= Beginning of Section =
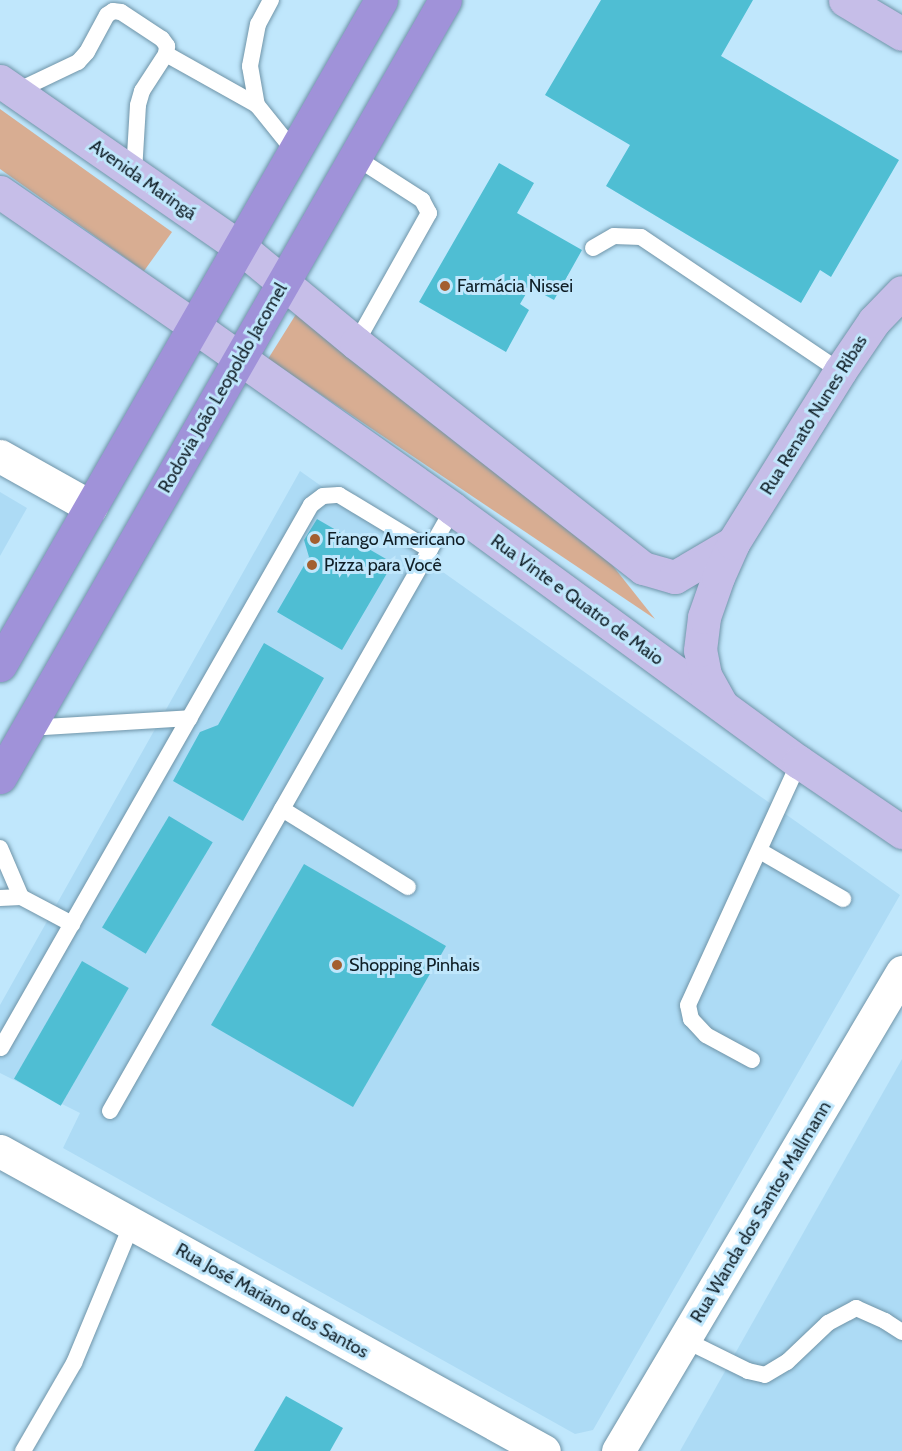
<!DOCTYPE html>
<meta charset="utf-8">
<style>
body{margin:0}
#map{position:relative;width:902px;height:1451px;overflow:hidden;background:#c0e7fc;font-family:Cabin,sans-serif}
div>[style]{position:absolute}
.built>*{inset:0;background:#addbf5}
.green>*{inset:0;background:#d8ad92}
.building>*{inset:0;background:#4fbed3;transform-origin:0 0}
.roads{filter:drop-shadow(0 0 2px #6f94a8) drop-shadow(0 0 2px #6f94a8)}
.lane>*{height:16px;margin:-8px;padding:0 8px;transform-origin:8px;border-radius:8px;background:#fff}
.street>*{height:33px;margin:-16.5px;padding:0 16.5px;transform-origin:16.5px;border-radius:16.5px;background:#fff}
.primary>*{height:33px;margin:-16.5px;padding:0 16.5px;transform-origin:16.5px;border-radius:16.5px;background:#c6bee8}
.highway>*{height:33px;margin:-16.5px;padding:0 16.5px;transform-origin:16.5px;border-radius:16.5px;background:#a092d9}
.dots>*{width:16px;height:16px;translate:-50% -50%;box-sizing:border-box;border:3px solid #c0e7fc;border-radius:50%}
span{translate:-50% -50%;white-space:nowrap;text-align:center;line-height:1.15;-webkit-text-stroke:6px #c0e7fc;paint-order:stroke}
.street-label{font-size:18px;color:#0f1e26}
.poi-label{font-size:18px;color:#0f1e26}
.left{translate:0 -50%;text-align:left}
</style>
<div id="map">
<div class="built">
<i style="clip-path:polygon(300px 471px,900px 895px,593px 1430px,575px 1434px,63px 1148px,80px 1113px,0 1073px,0 1005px)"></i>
<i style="clip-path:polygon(0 492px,27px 508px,0 556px)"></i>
<i style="clip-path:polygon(902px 1059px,902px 1451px,680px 1451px,806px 1228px)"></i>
</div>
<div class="green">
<i style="clip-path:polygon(0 109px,172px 232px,144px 271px,0 169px)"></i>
<i style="clip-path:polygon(298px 311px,590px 537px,655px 619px,268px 359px)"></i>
</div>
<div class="building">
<i style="clip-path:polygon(601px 0,753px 0,721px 56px,899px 160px,831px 277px,820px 270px,801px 303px,606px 186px,630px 145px,545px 95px)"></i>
<i style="clip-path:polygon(499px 163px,534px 183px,517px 213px,582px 250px,554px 300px,530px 287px,520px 304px,529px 310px,506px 352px,419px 302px)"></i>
<i style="clip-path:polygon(317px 519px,393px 563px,342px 650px,277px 612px,309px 557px,304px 540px)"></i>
<i style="clip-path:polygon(264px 643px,324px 678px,243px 821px,173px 781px,200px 732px,218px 725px)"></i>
<i style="left:169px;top:816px;width:51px;height:130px;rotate:31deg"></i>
<i style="left:304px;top:864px;width:164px;height:186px;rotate:30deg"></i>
<i style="left:82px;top:961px;width:54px;height:136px;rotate:30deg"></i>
<i style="clip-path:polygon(286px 1396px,343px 1428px,330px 1451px,254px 1451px)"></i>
</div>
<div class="roads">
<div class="lane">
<i style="left:271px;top:0;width:27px;rotate:118deg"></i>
<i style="left:258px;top:24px;width:43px;rotate:100.8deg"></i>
<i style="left:250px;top:66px;width:40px;rotate:80deg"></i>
<i style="left:257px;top:105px;width:59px;rotate:51.2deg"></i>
<i style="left:166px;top:54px;width:104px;rotate:29.3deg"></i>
<i style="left:15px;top:92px;width:70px;rotate:-25.5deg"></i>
<i style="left:78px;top:62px;width:13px;rotate:-48deg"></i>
<i style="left:87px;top:52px;width:42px;rotate:-61.6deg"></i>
<i style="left:107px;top:15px;width:7px;rotate:-34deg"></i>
<i style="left:113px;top:11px;width:8px;rotate:7deg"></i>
<i style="left:121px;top:12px;width:49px;rotate:33.4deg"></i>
<i style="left:162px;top:39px;width:9px;rotate:54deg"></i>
<i style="left:167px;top:46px;width:8px;rotate:97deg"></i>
<i style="left:166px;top:54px;width:44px;rotate:123deg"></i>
<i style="left:142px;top:91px;width:15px;rotate:106deg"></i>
<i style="left:138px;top:105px;width:68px;rotate:93.4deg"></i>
<i style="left:355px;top:157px;width:80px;rotate:32.7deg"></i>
<i style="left:422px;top:200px;width:15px;rotate:62deg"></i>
<i style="left:429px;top:213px;width:149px;rotate:119.3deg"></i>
<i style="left:593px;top:248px;width:24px;rotate:-30deg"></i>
<i style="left:614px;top:236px;width:27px;rotate:2deg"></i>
<i style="left:641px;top:237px;width:240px;rotate:34deg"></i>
<i style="left:28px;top:728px;width:162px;rotate:-3.5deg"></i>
<i style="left:282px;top:809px;width:148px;rotate:31.8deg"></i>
<i style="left:0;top:848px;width:53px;rotate:66.8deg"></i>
<i style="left:760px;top:851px;width:96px;rotate:30deg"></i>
<i style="left:0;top:898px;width:21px;rotate:-3deg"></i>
<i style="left:21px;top:897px;width:58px;rotate:27.9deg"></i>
<i style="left:1px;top:1048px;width:625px;rotate:-60.28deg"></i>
<i style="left:311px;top:505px;width:15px;rotate:-37deg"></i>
<i style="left:323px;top:496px;width:16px;rotate:-4deg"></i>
<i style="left:339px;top:495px;width:106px;rotate:31.1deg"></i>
<i style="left:752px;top:1060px;width:52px;rotate:-151.5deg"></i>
<i style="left:706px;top:1035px;width:22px;rotate:-133deg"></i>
<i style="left:691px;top:1019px;width:14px;rotate:-102deg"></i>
<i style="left:688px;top:1005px;width:267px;rotate:-65.4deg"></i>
<i style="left:110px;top:1111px;width:693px;rotate:-60.33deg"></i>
<i style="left:685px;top:1340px;width:70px;rotate:26.2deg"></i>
<i style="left:748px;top:1371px;width:17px;rotate:13deg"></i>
<i style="left:765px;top:1375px;width:26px;rotate:-31deg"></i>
<i style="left:787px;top:1362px;width:57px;rotate:-43.6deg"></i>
<i style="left:828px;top:1323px;width:32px;rotate:-28deg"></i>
<i style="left:856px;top:1308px;width:32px;rotate:24deg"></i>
<i style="left:885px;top:1321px;width:20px;rotate:33deg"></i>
<i style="left:23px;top:1451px;width:102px;rotate:-59.9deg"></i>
<i style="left:74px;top:1363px;width:151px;rotate:-67.4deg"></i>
</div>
<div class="street">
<i style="left:0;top:456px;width:104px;rotate:29.3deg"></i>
<i style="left:0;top:1151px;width:621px;rotate:28.88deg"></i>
<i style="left:618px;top:1451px;width:557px;rotate:-59.34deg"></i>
</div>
<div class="primary">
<i style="left:845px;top:0;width:66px;rotate:30.8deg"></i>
<i style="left:0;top:81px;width:292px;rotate:34.7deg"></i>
<i style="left:240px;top:247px;width:151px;rotate:39.6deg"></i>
<i style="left:356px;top:343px;width:365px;rotate:38.1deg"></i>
<i style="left:643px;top:568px;width:33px;rotate:16deg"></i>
<i style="left:675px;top:577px;width:67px;rotate:-30.4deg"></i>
<i style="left:0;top:192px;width:236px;rotate:34.6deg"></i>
<i style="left:194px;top:326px;width:317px;rotate:35.2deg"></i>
<i style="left:453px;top:509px;width:429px;rotate:36.2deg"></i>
<i style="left:799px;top:762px;width:125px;rotate:34.2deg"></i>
<i style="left:721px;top:704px;width:33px;rotate:-119deg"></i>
<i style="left:705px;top:675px;width:25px;rotate:-101deg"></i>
<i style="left:700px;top:650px;width:33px;rotate:-83deg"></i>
<i style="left:704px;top:617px;width:42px;rotate:-70.7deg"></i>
<i style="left:718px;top:577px;width:37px;rotate:-66deg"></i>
<i style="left:733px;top:543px;width:203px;rotate:-58.1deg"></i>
<i style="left:840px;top:371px;width:60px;rotate:-55.8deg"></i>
<i style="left:874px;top:321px;width:40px;rotate:-46deg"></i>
</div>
<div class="highway">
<i style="left:0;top:665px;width:766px;rotate:-60.19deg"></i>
<i style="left:0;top:777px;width:895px;rotate:-60.2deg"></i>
</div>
</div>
<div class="dots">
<i style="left:445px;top:286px;background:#a35f30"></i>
<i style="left:315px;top:539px;background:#a35f30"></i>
<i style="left:312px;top:565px;background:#a35f30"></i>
<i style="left:337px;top:965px;background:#a35f30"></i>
</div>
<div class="street-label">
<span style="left:143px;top:180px;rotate:35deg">Avenida Maringá</span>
<span style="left:223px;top:388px;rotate:-60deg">Rodovia João Leopoldo Jacomel</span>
<span style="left:814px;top:415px;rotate:-58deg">Rua Renato Nunes Ribas</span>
<span style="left:577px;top:600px;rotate:36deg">Rua Vinte e Quatro de Maio</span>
<span style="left:761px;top:1212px;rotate:-59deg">Rua Wanda dos Santos Mallmann</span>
<span style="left:272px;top:1301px;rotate:29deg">Rua José Mariano dos Santos</span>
</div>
<div class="poi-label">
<span class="left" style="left:457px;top:286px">Farmácia Nissei</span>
<span class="left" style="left:327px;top:539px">Frango Americano</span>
<span class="left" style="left:324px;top:565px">Pizza para Você</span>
<span class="left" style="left:349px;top:965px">Shopping Pinhais</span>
</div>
</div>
= End of Section =
**Work to complete**
In the material above, find each line containing the word "lane" and copy it.

**Exercise response**
.lane>*{height:16px;margin:-8px;padding:0 8px;transform-origin:8px;border-radius:8px;background:#fff}
<div class="lane">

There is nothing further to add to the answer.